The ratings of robot’s Intention varied significantly depending on its expressive movements. This means that emotional expressions of a robot can not only communicate emotional signal but also let people draw additional inferences of that robot. These findings support the second hypothesis and they are consistent with [9] who stated people may presume other things about affective agents based on their expressiveness in addition to how he or she is feeling. However, the study of [9] only made this statement about human agents. Our findings make a first step to generalize this idea to a broader set of agents, including robots.

6 Conclusions

We attempted to address a gap in the literature between high-level design guidelines for robotic emotional expression using a body language and the implementation of expressive movements into specific non-humanoid robots.

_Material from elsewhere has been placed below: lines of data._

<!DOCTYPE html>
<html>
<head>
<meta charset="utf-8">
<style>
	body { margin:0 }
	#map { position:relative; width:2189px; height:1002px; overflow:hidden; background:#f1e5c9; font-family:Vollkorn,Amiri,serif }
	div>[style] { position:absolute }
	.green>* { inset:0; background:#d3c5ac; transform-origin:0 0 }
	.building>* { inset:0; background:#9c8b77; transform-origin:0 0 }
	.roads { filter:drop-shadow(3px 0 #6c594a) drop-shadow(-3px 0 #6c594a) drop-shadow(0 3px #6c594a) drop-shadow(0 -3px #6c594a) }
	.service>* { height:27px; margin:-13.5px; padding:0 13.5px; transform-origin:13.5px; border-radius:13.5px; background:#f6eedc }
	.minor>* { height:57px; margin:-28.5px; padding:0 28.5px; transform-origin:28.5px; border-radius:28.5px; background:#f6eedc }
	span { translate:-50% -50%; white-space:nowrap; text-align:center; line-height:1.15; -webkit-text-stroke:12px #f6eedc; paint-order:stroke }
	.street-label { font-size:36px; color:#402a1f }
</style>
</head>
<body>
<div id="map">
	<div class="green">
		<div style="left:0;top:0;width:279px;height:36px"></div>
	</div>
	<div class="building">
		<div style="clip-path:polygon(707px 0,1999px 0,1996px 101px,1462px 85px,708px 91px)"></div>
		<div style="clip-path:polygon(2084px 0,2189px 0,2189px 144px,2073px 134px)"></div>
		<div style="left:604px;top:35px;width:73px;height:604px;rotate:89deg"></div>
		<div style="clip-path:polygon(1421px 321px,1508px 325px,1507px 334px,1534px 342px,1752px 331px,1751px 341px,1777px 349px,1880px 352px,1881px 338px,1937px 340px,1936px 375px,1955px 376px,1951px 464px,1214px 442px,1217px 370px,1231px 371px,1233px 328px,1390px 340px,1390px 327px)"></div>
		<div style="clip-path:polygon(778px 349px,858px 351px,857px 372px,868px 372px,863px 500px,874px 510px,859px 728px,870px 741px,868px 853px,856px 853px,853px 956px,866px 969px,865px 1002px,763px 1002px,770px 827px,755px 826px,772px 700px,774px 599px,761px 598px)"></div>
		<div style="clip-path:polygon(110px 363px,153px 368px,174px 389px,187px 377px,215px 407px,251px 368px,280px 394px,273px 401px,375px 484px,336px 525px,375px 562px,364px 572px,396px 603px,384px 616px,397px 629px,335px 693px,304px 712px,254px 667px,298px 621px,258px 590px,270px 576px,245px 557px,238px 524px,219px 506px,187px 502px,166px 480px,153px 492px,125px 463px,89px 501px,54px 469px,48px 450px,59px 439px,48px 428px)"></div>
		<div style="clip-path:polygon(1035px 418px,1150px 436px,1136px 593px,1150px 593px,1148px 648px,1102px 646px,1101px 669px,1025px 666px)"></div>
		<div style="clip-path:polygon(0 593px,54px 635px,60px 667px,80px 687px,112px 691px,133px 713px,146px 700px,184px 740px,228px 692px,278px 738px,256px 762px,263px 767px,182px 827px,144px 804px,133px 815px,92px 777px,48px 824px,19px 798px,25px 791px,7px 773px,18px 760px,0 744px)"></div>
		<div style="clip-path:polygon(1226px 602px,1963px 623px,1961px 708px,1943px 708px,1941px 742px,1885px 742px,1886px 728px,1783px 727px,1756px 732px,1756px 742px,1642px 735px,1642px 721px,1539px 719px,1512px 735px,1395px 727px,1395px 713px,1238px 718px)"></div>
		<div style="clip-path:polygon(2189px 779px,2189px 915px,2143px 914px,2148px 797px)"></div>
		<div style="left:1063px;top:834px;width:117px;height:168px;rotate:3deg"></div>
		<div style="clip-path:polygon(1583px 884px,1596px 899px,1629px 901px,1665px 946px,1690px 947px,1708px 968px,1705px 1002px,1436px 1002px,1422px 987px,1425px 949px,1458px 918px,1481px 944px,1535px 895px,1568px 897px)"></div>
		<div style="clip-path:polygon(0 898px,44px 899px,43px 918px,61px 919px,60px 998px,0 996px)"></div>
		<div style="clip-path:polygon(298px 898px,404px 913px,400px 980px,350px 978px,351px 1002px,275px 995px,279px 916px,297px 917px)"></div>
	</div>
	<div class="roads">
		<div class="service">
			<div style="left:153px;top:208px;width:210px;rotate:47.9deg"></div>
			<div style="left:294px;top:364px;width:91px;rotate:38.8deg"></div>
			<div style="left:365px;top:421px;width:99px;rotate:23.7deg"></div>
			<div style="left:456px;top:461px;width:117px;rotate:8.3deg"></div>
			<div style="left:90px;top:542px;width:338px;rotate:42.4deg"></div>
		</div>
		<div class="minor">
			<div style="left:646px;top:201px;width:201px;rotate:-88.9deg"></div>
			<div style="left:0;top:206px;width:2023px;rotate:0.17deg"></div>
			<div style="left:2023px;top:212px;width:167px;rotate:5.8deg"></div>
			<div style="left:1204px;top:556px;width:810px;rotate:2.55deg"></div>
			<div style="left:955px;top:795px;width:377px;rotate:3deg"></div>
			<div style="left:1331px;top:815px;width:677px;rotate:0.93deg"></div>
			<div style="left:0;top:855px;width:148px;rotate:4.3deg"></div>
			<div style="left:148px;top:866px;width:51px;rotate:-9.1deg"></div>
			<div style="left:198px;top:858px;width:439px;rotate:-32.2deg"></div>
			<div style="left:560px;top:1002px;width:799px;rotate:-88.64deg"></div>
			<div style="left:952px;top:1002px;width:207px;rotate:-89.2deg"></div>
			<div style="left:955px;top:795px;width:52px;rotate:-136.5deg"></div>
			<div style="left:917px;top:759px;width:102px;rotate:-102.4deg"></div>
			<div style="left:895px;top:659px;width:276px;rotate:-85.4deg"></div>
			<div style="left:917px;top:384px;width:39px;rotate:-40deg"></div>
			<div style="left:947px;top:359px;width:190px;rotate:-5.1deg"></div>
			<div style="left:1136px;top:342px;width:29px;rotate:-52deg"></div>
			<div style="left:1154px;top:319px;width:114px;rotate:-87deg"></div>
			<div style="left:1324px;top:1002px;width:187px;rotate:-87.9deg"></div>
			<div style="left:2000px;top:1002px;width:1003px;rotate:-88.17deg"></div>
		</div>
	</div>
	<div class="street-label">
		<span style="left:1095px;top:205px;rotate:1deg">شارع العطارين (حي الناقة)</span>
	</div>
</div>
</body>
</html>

We have presented a refinement of the general design scheme proposed in [17]. We made this design scheme usable for HRI researchers working with different types of non-humanoid robots in two ways. We presented a new technique for classifying non-humanoid robots based on their expressivity. We also demonstrated representations of five basic emotions of fear, anger, happiness, sadness and surprise as sequence of parameters in accordance with the general design scheme. The results of our validation study show both the similarities and differences in the perception of valence, arousal and dominance after applying the design scheme to non-humanoid robots of different expressivity. The Energy and Approach/Avoidance group of DPs were robust across the two robot forms. However, our data suggest a need for a more considered mechanism for describing combinations of parameters, especially in terms of the frequency and intensity of expressive behaviours. There is also a need to create a more sophisticated statistical model instead of performing a series of ANOVA calculations, thus reducing the risk of Type I errors.

Although we adopted a very simple model for estimating the general expressivity of any robot, it proved adequate for the questions we posed in this paper. Simple summative models are attractive from a design viewpoint, since they create opportunities for creating equally expressive robots with rather different form factors. They reflect a crude assumption that interpretations depend only on the total number of available cues - a basic bandwidth argument - rather than their choreography. Further work is required to probe the limits of our main finding: interpretations of robot expressive behaviours are consistent, regardless of salient differences in their expressive possibilities. It is hard to imagine non-humanoid form factors of robots that would differ much more than Sphero and E4 but, as we have consistently argued in this paper, it’s not the way they look, it’s the way they move that counts from the viewpoint of the observer. We have deliberately limited our enquiry to basic emotional states. Were a designer to explore sophisticated robot emotional expressions, such as guilt, regret or schadenfreude, a different picture may emerge. However, there are also ethical considerations which have directed our work away from matters such as these.